In midafternoon US trading, US benchmark 10-year note yields were up 5.10 basis points at 1.7837pc after hitting rose 1.801pc, their highest level since Aug. 5.
Thirty-year bond yields were 5.80 basis points higher at 2.2658pc.
They reached 2.28pc, the highest since Aug. 12.
Longer-dated yields were also pressured by comments from US Treasury Secretary Steven Mnuchin who said on Thursday the government is seriously considering issuing a 50-year bond next year.
Other Treasury yields rose toward or above their 50-day moving averages, a move seen as a technical sign of a possible further rise in yields.
US yields hit their session peaks following somewhat weak demand for $16 billion of 30-year bonds, part of this week's $78 billion in coupon-bearing Treasury debt.

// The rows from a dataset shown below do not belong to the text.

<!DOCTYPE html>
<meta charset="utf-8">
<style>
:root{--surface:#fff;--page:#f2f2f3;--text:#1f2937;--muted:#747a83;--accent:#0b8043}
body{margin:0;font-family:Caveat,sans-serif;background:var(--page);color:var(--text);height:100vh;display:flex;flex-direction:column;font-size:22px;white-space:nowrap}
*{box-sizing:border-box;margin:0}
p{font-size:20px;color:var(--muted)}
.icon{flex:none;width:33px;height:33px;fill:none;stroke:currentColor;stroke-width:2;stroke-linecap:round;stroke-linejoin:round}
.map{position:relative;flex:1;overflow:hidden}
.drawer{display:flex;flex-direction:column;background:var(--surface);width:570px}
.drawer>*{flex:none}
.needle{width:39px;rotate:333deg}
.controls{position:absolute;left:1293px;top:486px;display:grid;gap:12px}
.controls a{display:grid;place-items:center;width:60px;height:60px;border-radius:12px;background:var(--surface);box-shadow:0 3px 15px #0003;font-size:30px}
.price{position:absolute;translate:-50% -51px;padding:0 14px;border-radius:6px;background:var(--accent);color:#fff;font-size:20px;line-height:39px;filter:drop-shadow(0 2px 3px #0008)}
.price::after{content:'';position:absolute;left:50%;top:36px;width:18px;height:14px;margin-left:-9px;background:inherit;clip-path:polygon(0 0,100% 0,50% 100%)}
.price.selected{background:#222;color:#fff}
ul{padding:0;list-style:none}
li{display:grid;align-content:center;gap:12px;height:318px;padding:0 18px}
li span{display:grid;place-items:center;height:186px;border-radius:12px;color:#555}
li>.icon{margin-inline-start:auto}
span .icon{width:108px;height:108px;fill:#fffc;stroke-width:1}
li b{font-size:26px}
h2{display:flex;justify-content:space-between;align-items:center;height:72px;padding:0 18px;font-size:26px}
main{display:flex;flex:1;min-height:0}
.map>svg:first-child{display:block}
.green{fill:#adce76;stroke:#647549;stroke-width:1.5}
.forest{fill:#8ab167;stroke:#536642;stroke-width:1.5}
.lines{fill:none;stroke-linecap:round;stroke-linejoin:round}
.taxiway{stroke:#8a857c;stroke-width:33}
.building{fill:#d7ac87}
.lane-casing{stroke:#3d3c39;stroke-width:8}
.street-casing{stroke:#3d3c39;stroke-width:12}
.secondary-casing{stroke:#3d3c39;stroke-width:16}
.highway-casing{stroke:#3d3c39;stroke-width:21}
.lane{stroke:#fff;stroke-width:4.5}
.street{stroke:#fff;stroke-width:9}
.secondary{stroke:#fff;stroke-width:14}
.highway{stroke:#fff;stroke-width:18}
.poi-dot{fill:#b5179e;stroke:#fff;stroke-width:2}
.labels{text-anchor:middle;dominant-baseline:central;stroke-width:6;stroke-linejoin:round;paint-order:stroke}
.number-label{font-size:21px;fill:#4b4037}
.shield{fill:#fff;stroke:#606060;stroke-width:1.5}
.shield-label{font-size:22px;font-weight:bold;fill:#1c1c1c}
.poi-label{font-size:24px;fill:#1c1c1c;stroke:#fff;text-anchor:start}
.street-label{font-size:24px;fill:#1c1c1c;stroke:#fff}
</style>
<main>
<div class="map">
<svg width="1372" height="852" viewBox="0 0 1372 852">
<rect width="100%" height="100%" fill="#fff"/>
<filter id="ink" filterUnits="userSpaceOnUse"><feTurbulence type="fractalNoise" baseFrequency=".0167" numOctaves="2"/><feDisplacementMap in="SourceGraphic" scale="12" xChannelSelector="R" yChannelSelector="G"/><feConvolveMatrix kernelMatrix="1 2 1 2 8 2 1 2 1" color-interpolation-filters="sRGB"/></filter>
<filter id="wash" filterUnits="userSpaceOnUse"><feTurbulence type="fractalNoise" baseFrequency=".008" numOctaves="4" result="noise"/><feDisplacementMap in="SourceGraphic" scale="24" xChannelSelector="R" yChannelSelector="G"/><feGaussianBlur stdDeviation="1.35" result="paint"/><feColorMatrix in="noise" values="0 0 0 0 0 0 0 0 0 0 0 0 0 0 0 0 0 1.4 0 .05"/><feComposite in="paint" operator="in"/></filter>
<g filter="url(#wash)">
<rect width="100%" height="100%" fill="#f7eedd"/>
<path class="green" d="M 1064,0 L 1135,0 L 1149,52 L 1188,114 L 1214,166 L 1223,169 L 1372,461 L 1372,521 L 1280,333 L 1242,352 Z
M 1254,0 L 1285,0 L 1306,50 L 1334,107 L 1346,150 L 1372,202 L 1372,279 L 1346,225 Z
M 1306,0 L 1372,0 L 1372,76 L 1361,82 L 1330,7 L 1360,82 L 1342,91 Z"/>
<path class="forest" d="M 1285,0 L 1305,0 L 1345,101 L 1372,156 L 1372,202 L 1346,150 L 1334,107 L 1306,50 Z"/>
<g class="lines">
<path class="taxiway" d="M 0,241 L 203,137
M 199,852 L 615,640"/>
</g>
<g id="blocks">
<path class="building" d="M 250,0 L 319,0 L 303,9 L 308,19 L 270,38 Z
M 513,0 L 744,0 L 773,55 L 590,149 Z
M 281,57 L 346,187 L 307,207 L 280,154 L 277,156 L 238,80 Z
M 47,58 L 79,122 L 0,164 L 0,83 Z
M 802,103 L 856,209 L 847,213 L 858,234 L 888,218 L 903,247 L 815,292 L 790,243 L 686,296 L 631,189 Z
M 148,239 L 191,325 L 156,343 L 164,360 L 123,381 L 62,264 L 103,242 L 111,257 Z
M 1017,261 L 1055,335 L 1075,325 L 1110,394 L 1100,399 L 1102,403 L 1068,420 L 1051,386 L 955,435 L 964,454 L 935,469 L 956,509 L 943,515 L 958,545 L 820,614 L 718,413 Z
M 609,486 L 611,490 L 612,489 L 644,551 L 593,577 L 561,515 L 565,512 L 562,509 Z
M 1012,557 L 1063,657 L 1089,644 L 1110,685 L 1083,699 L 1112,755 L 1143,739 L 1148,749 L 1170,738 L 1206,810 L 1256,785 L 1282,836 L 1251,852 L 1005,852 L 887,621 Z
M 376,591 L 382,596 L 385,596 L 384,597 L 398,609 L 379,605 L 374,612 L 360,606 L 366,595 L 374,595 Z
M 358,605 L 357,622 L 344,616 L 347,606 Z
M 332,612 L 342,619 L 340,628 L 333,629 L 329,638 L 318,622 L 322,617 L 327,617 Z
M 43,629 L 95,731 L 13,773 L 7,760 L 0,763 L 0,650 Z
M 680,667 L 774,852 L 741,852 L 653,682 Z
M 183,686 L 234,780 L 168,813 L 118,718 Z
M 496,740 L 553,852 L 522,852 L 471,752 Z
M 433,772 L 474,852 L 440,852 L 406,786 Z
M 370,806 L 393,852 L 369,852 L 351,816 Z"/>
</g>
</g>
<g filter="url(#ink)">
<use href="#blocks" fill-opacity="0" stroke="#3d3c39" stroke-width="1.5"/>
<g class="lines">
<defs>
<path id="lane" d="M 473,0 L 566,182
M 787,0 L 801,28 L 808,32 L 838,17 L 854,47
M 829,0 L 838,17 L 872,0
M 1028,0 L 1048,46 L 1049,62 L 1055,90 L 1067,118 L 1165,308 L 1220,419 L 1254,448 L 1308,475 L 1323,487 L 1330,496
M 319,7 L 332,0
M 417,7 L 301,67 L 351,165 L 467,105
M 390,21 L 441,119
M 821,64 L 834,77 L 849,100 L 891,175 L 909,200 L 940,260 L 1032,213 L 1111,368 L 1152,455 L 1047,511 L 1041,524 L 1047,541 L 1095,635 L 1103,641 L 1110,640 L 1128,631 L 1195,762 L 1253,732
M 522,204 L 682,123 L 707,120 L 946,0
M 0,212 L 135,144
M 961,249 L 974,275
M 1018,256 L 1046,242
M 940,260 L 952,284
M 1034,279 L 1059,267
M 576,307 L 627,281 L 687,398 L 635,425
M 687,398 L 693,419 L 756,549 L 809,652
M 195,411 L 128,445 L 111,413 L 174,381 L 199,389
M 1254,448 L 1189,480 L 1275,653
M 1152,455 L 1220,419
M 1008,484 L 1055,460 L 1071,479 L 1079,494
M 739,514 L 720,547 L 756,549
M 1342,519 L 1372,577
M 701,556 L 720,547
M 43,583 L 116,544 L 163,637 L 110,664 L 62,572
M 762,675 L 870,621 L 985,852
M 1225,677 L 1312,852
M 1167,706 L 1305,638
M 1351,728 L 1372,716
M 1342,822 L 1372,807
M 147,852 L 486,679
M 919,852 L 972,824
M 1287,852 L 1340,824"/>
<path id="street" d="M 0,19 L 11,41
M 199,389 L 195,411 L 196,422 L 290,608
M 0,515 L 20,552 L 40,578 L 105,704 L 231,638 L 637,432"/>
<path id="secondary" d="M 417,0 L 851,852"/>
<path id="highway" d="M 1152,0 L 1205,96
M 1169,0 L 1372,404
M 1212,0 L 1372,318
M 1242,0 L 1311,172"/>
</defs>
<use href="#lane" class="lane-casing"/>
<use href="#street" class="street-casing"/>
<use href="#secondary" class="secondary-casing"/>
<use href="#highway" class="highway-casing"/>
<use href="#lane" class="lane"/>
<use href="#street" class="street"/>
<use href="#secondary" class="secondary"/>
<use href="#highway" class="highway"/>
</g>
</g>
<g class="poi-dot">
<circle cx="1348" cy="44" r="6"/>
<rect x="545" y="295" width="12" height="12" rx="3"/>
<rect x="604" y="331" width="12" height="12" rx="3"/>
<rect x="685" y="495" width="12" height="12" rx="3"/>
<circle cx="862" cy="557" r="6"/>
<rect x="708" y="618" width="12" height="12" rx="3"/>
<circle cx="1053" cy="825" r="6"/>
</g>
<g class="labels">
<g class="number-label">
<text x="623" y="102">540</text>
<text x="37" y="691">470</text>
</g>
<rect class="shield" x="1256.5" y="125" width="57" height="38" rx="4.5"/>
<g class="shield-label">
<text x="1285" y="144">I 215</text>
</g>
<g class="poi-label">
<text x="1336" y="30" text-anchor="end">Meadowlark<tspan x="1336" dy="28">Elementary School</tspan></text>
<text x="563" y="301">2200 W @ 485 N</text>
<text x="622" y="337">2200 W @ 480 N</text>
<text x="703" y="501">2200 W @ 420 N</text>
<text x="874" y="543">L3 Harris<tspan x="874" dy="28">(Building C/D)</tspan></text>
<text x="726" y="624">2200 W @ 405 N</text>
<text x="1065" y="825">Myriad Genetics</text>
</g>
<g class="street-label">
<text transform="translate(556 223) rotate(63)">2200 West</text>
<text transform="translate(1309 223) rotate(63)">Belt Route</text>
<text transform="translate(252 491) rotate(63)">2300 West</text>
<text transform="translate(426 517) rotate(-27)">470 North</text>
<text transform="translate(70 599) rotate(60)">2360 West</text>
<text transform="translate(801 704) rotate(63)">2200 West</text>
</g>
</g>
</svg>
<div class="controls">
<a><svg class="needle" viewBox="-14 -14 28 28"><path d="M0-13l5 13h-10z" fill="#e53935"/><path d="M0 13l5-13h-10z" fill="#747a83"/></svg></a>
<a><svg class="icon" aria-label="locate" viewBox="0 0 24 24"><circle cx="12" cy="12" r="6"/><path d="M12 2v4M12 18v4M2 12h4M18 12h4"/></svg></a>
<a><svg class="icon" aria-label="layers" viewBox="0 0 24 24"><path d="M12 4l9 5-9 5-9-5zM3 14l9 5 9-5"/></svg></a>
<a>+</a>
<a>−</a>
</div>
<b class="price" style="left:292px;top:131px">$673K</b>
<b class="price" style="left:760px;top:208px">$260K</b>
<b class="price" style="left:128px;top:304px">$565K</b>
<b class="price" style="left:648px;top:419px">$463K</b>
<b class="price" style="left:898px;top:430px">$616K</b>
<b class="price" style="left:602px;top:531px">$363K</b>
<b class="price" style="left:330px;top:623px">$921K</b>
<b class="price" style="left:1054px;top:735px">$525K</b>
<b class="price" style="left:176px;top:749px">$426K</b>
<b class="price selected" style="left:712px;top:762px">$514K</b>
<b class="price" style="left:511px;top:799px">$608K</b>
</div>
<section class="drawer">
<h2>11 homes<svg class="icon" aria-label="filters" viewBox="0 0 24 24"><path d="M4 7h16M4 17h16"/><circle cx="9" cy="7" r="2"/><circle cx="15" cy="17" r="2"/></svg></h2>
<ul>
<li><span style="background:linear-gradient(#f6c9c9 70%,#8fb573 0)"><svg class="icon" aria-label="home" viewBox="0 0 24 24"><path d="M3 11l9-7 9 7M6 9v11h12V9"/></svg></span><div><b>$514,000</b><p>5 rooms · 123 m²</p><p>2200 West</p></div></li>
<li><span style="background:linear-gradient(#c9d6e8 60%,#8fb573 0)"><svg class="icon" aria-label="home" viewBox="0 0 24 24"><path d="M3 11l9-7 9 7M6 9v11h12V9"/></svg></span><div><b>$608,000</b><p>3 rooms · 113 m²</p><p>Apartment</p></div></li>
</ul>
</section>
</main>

Earlier, US yields fell in reaction to the ECB's cut its deposit rate to an all-time low of -0.5pc from -0.4pc. The bank said it will restart bond purchases of 20 billion euros a month from November.
Germany's 10-year bond yield earlier tumbled, while 30-year debt fell almost 20 basis points at one point .

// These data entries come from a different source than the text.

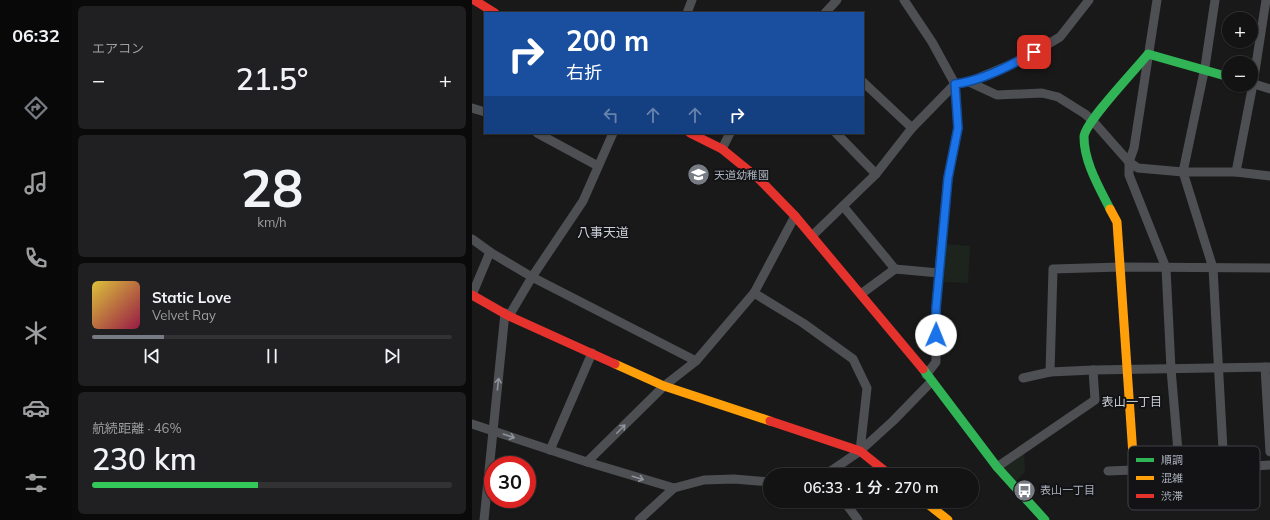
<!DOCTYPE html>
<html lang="ja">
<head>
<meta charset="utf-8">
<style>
	:root { --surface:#131314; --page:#202022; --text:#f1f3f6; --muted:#9d9ea0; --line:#323234; --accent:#777b83 }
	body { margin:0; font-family:Mulish,"Noto Sans JP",sans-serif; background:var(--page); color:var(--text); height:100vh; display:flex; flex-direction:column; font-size:15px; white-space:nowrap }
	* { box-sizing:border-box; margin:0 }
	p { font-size:13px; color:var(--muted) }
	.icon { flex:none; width:22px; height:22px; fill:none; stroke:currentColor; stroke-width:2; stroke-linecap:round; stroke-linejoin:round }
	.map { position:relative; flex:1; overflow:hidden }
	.drawer { display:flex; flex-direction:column; gap:6px; padding:6px; background:#0a0a0b; width:400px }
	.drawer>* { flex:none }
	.top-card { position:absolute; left:12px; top:12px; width:380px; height:122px; border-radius:0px; box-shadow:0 1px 3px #0004,0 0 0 1px var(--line); background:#1a4fa0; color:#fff; overflow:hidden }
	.buttons { position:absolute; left:750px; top:12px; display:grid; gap:8px }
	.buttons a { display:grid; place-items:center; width:36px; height:36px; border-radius:50%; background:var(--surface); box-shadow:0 1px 3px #0004,0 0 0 1px var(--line); font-size:20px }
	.speed { position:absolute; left:12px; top:456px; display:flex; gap:8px; font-size:20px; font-weight:700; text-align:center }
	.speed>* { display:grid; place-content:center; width:52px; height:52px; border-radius:50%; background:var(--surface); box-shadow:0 1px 3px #0004,0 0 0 1px var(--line); line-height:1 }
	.speed .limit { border:6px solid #d22; background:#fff; color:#111 }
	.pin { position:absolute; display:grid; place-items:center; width:34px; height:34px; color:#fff; margin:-17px; border-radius:8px; box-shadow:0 2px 6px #0006 }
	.me { position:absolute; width:44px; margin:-22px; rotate:1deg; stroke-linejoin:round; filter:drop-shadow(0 0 3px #0008) }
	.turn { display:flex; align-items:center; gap:14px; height:84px; padding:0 16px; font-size:18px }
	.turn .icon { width:52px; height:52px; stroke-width:2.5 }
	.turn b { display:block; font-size:28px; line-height:34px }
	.lanes { display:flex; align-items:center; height:38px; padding:0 16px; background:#0003; justify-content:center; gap:20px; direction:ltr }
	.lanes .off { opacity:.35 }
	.big { font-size:30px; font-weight:600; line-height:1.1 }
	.drawer .tile { flex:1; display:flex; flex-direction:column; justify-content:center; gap:6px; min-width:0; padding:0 14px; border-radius:6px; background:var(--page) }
	.drawer .dial { align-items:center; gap:0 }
	.dial b { font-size:52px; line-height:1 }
	.song { display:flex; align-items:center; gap:12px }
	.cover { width:48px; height:48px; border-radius:6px; background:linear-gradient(135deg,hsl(50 70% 55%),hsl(340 70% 35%)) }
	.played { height:4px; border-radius:2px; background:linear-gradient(90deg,var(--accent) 20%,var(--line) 20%) }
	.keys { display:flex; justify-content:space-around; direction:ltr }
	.heat { display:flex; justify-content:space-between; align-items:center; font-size:22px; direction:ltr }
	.charge { height:6px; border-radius:3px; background:linear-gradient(90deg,#34c759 46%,var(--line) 0) }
	.trip { position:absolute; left:291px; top:468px; width:216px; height:40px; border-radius:20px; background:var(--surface); box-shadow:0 1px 3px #0004,0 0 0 1px var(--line); font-weight:600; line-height:40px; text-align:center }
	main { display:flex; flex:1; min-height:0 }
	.tab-bar { display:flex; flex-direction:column; width:72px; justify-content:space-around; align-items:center; background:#080808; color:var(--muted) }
	.tab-bar .icon { width:28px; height:28px }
	.tab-bar .active { color:var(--accent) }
	.tab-bar b { font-size:18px; color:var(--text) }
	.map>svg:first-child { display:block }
	.green { fill:#1c241d }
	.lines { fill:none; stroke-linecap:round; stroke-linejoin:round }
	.street { stroke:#4d4f53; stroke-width:9 }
	.fast { stroke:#30b455; stroke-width:9 }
	.slow { stroke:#ff9f0a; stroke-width:9 }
	.jam { stroke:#e5322d; stroke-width:9 }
	.oneway { stroke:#8d939c }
	.route-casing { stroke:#114b97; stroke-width:10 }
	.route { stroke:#1a73e8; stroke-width:7 }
	.labels { text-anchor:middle; stroke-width:4; stroke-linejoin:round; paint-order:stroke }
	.poi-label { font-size:11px; fill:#a9b0bb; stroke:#131316; text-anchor:start }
	.neighbourhood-label { font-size:12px; fill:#cbcfd7; stroke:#131316 }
	.quarter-label { font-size:13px; fill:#cbcfd7; stroke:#131316 }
	.key { fill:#131316; stroke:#404248; stroke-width:1 }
	.key-label { font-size:11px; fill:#a9b0bb }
</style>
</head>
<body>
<main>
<nav class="tab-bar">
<b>06:32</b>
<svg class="icon active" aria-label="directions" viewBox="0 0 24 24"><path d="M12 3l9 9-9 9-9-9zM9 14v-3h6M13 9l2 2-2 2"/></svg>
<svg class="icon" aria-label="music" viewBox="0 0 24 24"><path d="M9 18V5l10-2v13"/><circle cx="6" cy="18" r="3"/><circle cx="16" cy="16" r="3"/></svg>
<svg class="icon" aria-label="phone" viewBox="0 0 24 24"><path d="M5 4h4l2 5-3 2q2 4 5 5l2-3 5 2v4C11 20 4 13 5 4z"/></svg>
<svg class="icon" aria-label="climate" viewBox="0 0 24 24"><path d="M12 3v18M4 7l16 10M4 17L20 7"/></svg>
<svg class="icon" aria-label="car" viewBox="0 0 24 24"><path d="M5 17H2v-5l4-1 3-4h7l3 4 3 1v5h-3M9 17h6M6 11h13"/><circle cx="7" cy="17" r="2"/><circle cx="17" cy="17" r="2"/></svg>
<svg class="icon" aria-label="filters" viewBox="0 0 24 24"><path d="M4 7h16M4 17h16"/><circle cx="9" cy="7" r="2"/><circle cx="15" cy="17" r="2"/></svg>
</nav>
<section class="drawer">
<div class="tile"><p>エアコン</p>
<div class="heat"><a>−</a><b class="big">21.5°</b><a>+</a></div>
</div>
<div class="tile dial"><b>28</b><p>km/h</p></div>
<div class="tile">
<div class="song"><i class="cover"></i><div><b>Static Love</b><p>Velvet Ray</p></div></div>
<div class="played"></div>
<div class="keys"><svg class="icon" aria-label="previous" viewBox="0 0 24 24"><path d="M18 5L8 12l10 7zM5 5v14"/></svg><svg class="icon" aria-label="pause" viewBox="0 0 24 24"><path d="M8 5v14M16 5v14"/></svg><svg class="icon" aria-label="next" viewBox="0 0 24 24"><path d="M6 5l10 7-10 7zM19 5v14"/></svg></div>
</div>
<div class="tile"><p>航続距離 · 46%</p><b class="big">230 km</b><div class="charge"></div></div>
</section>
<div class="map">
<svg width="798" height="520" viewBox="0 0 798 520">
	<rect width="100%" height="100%" fill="#19191a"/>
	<g class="green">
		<path d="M474,244L498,246L496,283L472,282Z"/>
		<path d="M552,452L553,472L543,482L530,467Z"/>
	</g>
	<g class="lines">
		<g class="street">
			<path d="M432,0L460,42L483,84L486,128L476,178L470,238L464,308V362L454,375"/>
			<path d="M685,0L662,148L657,162V175L694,268L699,369L708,475"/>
			<path d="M743,0L733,67L711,172L741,268L752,468"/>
			<path d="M215,13L220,0"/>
			<path d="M353,13L365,0"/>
			<path d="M391,82L440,128"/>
			<path d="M497,82L525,95L570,93L586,97L613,114L620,120L657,162L666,168L711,172H764L798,176"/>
			<path d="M779,83L798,89"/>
			<path d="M0,108L13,112"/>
			<path d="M65,133L126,166"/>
			<path d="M364,133L404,174"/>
			<path d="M250,149L258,133"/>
			<path d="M764,172L781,84L794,0"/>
			<path d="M371,206L423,269"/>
			<path d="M341,235L404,174L440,128L483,84L497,82L549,60L588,37L617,0"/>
			<path d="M0,239L18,252L60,277L224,361"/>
			<path d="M282,293L331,323L381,359L395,388L388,451"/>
			<path d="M389,294L423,269L467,273"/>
			<path d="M0,295L18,252"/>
			<path d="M37,316L60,277L111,201L141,133"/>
			<path d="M793,367L798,452"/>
			<path d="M578,372L581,269L649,267L798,268"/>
			<path d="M551,378L578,372L621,370L798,367"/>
			<path d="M0,424L115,462L192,386L224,361L282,293L323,216"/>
			<path d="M78,450L120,353"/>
			<path d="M115,462L202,488"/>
			<path d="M525,467L623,400L621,370"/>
			<path d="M636,471L662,470L708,475L752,468L798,465"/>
			<path d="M353,475L388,451L421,421L459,382"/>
			<path d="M372,501L386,520"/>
			<path d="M12,520L33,313"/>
			<path d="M167,520L202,488L232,480L262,479L298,482"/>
		</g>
		<g class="fast">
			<path d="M638,209C627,187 612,162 612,137C612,123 665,68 676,54L757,77"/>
			<path d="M451,369L525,467L573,520"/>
		</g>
		<g class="slow">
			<path d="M638,209L645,222L662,470"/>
			<path d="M143,364L192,386L298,421"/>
			<path d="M452,501L476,520"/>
		</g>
		<g class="jam">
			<path d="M2,0L23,13"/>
			<path d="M218,133L250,149L287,179L323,216L451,369"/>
			<path d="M0,295L37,316L143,364"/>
			<path d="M298,421L388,451L418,475"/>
		</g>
	</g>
	<defs><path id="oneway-shaft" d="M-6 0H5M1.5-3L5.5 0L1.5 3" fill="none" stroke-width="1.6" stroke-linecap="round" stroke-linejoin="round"/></defs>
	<g class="oneway">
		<use href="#oneway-shaft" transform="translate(26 384) rotate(-84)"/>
		<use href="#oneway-shaft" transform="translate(149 429) rotate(-45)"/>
		<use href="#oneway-shaft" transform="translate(37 436) rotate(19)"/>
		<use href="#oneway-shaft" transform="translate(166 478) rotate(17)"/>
	</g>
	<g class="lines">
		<defs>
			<path id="route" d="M464,335V308L476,178L486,128L483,84C508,81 540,65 562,52"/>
		</defs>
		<use href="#route" class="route-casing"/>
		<use href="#route" class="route"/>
	</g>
	<defs>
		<symbol id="school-disc" viewBox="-11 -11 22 22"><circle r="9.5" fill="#777b83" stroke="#131316"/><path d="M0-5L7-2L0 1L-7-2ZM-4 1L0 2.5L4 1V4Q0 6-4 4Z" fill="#fff"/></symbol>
		<symbol id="bus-disc" viewBox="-11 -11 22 22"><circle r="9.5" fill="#777b83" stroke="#131316"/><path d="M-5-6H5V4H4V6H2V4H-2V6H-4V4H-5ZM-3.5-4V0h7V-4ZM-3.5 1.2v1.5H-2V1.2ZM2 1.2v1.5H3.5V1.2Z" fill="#fff"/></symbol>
	</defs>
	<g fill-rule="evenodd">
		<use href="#school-disc" x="214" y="162" width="25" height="25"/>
		<use href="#bus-disc" x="540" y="478" width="25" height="25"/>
	</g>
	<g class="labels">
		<g class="poi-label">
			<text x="242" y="179">天道幼稚園</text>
			<text x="568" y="494">表山一丁目</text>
		</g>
		<g class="neighbourhood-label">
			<text x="660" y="406">表山一丁目</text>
		</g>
		<g class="quarter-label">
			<text x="131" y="237">八事天道</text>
		</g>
	</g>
	<rect x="656" y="446" width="132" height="64" rx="6" class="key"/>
	<rect x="664" y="458" width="18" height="4" fill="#30b455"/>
	<rect x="664" y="476" width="18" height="4" fill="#ff9f0a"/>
	<rect x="664" y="494" width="18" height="4" fill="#e5322d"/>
	<g class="key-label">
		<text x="689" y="464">順調</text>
		<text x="689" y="482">混雑</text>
		<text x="689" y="500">渋滞</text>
	</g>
</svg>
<div class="buttons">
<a>+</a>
<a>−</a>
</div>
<div class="speed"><div class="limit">30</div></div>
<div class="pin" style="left:562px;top:52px;background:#d93025"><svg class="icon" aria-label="arrive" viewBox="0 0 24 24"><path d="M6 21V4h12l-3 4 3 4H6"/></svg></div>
<svg class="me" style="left:464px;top:335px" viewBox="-20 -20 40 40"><circle r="19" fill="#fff"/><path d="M0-13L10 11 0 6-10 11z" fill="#1a73e8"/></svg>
<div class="trip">06:33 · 1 分 · 270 m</div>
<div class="top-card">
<div class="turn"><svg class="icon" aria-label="right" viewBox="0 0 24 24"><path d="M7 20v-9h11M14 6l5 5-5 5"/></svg><div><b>200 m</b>右折</div></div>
<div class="lanes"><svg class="icon off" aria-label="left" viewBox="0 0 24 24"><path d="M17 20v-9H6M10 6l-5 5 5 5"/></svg><svg class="icon off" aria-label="ahead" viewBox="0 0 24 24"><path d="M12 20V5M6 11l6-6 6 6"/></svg><svg class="icon off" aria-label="ahead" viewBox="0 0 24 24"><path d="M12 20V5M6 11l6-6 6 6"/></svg><svg class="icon" aria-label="right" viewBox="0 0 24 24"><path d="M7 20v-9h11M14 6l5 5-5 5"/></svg></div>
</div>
</div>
</main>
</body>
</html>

Italian 10-year bond yields hit a record low of 0.782pc.
US and European yields reversed their earlier drop, following reports the ECB President Mario Draghi faced pushback from representatives of Germany and France on the restart of QE.
This raised concerns whether his successor, Christine Lagarde, would be limited in her policy choices in the future.
The earlier ECB action overshadowed a stronger-than-expected US core inflation number, an annual gain of 2.4pc, the largest in a year.
The inflation report, however, should not prevent the Federal Reserve from raising interest rates later this month.